But this thread is for _personal_ definitions.


----------



## Guest (Aug 21, 2018)

Captainnumber36 said:


> But this thread is for _personal_ definitions.


...and _personal _responses: my personal response is that there is no definition, or rather, that I don't feel the need for one. I don't run a record shop or music website. I don't earn a living as a musicologist or musician.

Whilst I recognise that others make use of them, and I know what people are usually talking about when they refer to 'classical music', I have no need of one, and I certainly don't need the variations already appearing on the idea that it is "serious" music.


----------



## millionrainbows (Jun 23, 2012)

We can set some general parameters:

Classical music:

Uses orchestral instruments not usually used in other genres: bassoons, contra-bassoons, contrabass flute, string sections, English horn, triangle, percussion ensembles, etc.

Classical music is almost always scored, so that large numbers of players can play it at once, in synch.

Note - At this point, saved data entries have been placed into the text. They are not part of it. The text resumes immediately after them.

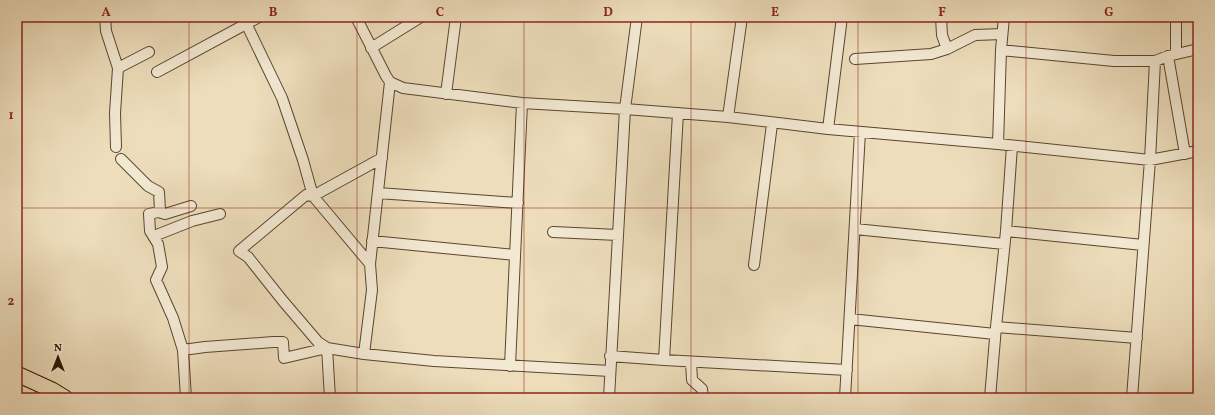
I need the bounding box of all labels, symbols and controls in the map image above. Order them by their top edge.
text: A [101,4,111,22]
text: B [269,4,278,22]
text: C [436,4,444,22]
text: D [603,4,613,22]
text: E [771,4,779,22]
text: F [938,4,946,22]
text: G [1104,4,1114,22]
text: 1 [8,107,14,125]
text: 2 [8,293,15,311]
north arrow [38,337,78,377]
text: N [54,341,62,356]

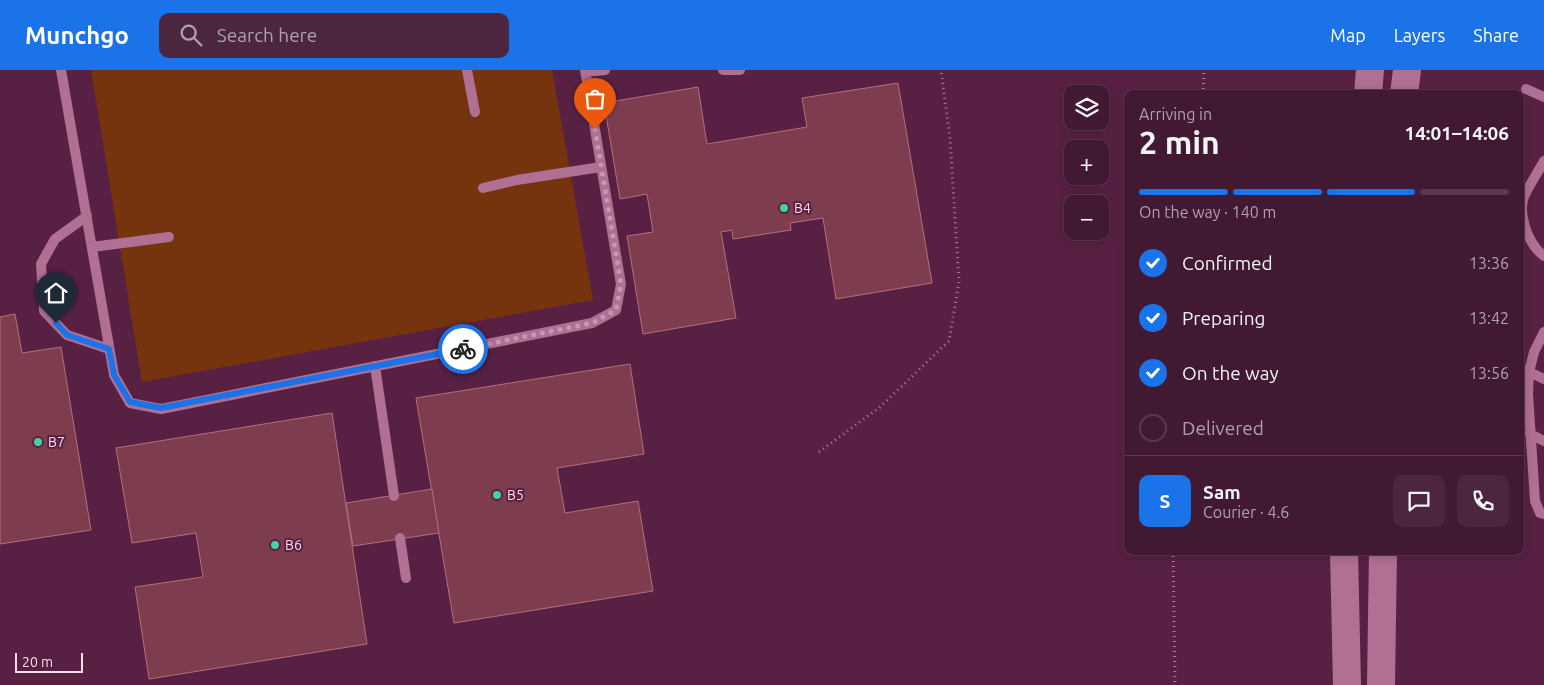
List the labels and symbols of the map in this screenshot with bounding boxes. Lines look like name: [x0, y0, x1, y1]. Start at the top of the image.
pin: [574, 78, 616, 129]
place label: B4: [794, 200, 811, 216]
marker: B4: [778, 202, 790, 214]
pin: [35, 272, 77, 323]
courier: [438, 324, 488, 374]
place label: B7: [48, 434, 65, 450]
marker: B7: [32, 436, 44, 448]
place label: B5: [507, 487, 524, 503]
marker: B5: [491, 489, 503, 501]
place label: B6: [285, 537, 302, 553]
marker: B6: [269, 539, 281, 551]
scale bar: [15, 650, 82, 673]

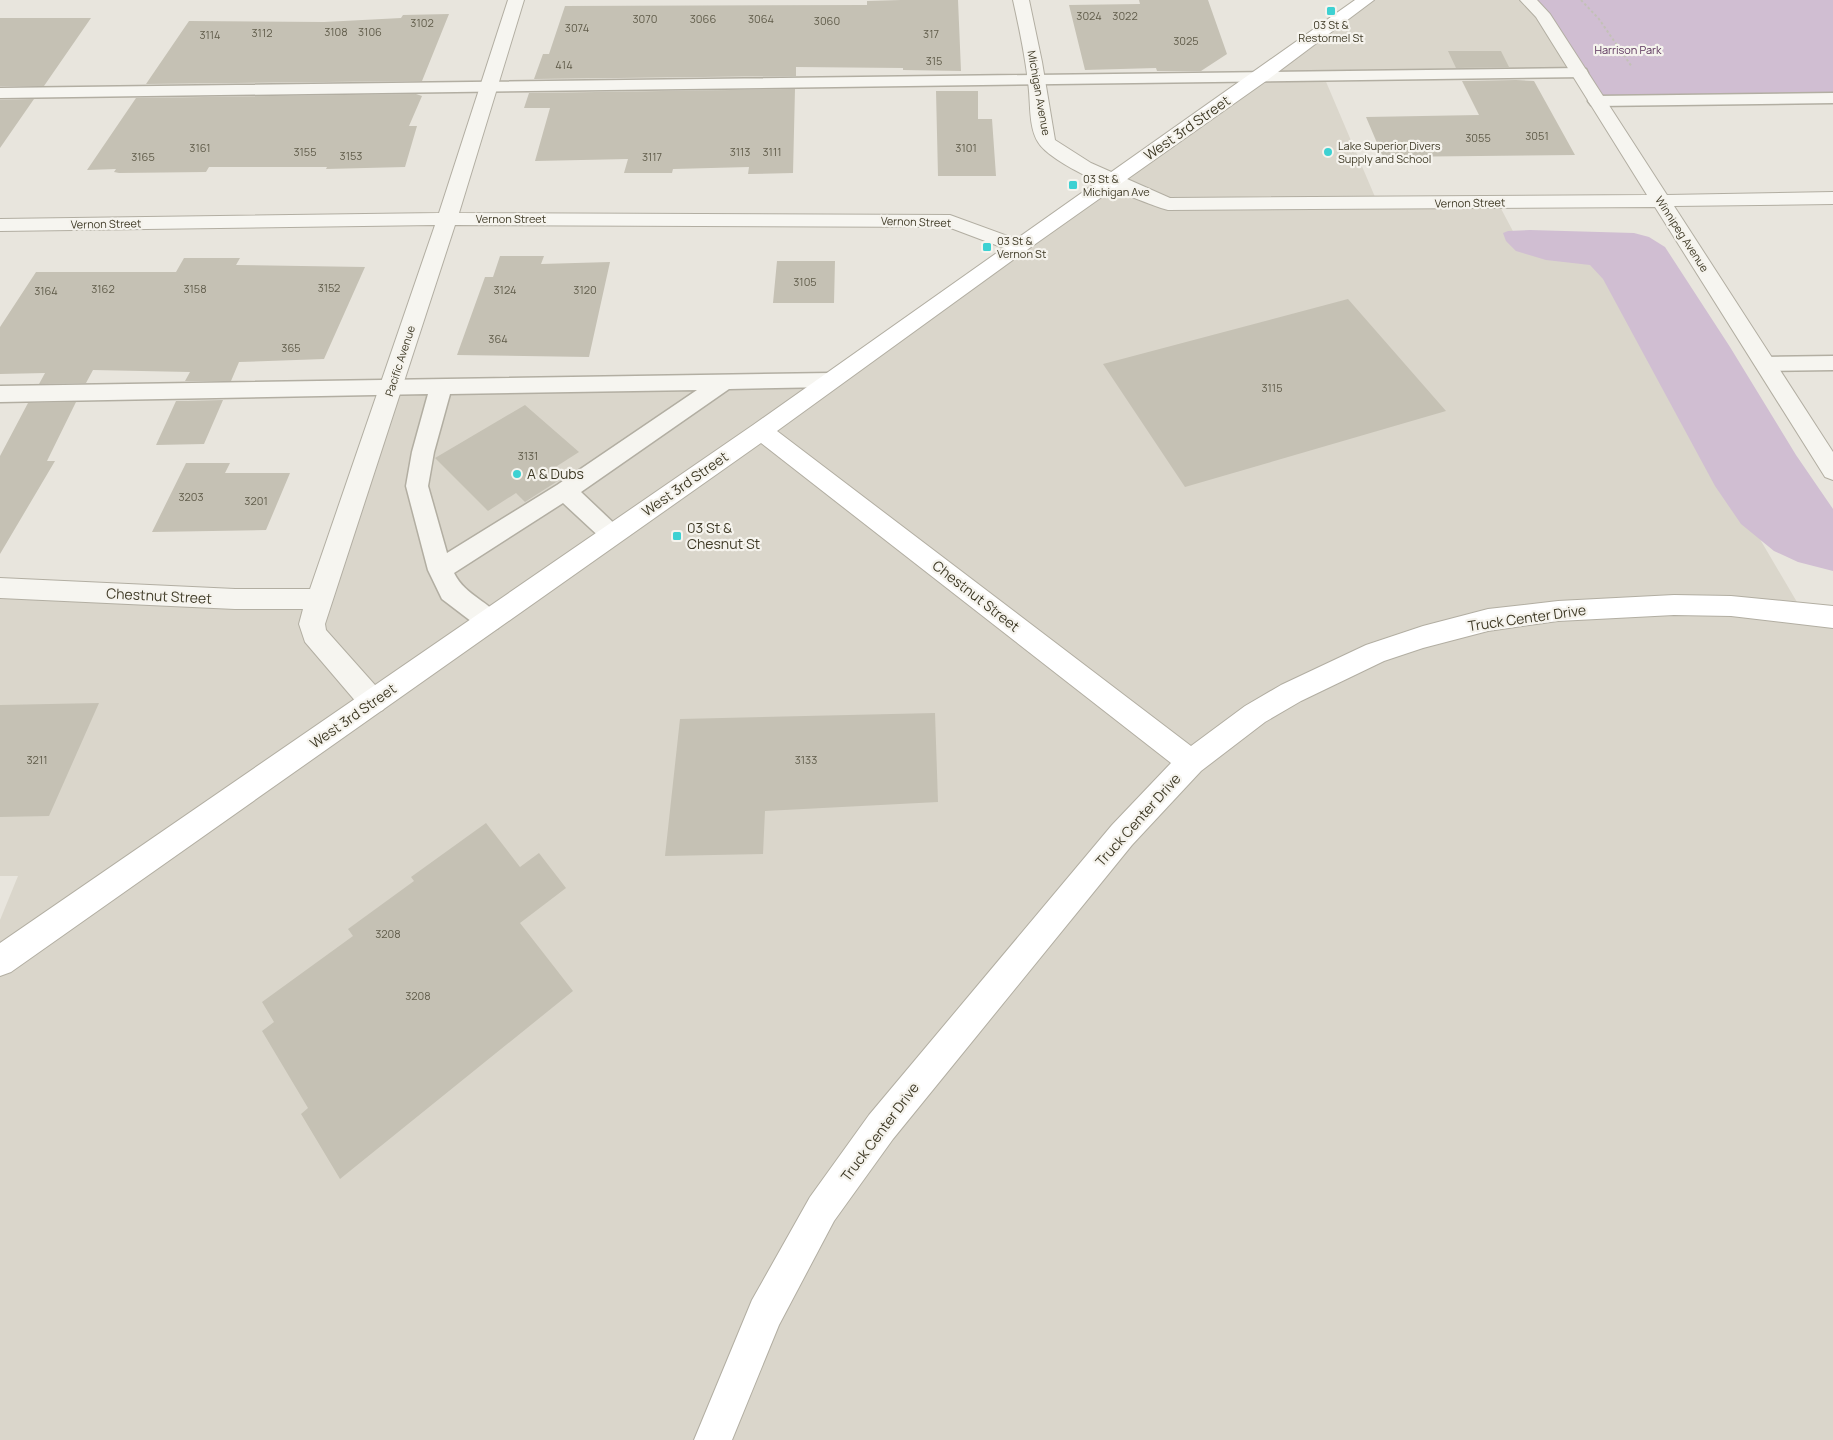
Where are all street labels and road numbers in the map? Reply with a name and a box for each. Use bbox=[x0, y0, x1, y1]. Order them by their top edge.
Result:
street label: Michigan Avenue bbox=[1025, 49, 1054, 137]
street label: West 3rd Street bbox=[1140, 91, 1234, 164]
street label: Winnipeg Avenue bbox=[1652, 193, 1713, 275]
street label: Vernon Street bbox=[1435, 194, 1505, 211]
street label: Vernon Street bbox=[476, 211, 546, 226]
street label: Vernon Street bbox=[881, 213, 951, 230]
street label: Vernon Street bbox=[71, 215, 141, 232]
street label: Pacific Avenue bbox=[381, 323, 418, 398]
street label: West 3rd Street bbox=[638, 447, 732, 520]
street label: Chestnut Street bbox=[929, 556, 1024, 636]
street label: Chestnut Street bbox=[106, 583, 213, 608]
street label: Truck Center Drive bbox=[1467, 600, 1587, 635]
street label: West 3rd Street bbox=[306, 679, 400, 752]
street label: Truck Center Drive bbox=[1091, 769, 1184, 870]
street label: Truck Center Drive bbox=[836, 1079, 923, 1185]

This "scoring" is done by a composer, who is trying to control and pre-determine the sounds that will be heard.


----------



## Captainnumber36 (Jan 19, 2017)

millionrainbows said:


> We can set some general parameters:
> 
> Classical music:
> 
> ...


- I specified acoustic instruments since I'm personally open to instruments like Banjo being utilized in Classical Music. There is a Banjo Concerto written by Bela Fleck that I adore, he's an extremely talented composer. I feel electric instruments are against the traditional spirit of Classical Music in it's ability to sound great un-amplified.

- I don't think it _has_ to be scored, but often is. I compose for solo piano, and it's meant for me to perform. I should get someone (I wish Bettina was still around) to score out my music for me.


----------



## EdwardBast (Nov 25, 2013)

I'm thinking along the same lines as gallus and shirime on this. The definition I find most useful (or least problematic?) is an institutional one: Classical music is composed and played by people aligning themselves with a certain art music tradition who are trained in conservatories or similar institutions and who perform in venues or concert series devoted to this kind of music, usually as part of certain standard kinds of ensembles (symphony orchestras, string quartets, chamber orchestras, contemporary music ensembles, opera companies, etc.).


----------



## Captainnumber36 (Jan 19, 2017)

MacLeod said:


> ...and _personal _responses: my personal response is that there is no definition, or rather, that I don't feel the need for one. I don't run a record shop or music website. I don't earn a living as a musicologist or musician.
> 
> Whilst I recognise that others make use of them, and I know what people are usually talking about when they refer to 'classical music', I have no need of one, and I certainly don't need the variations already appearing on the idea that it is "serious" music.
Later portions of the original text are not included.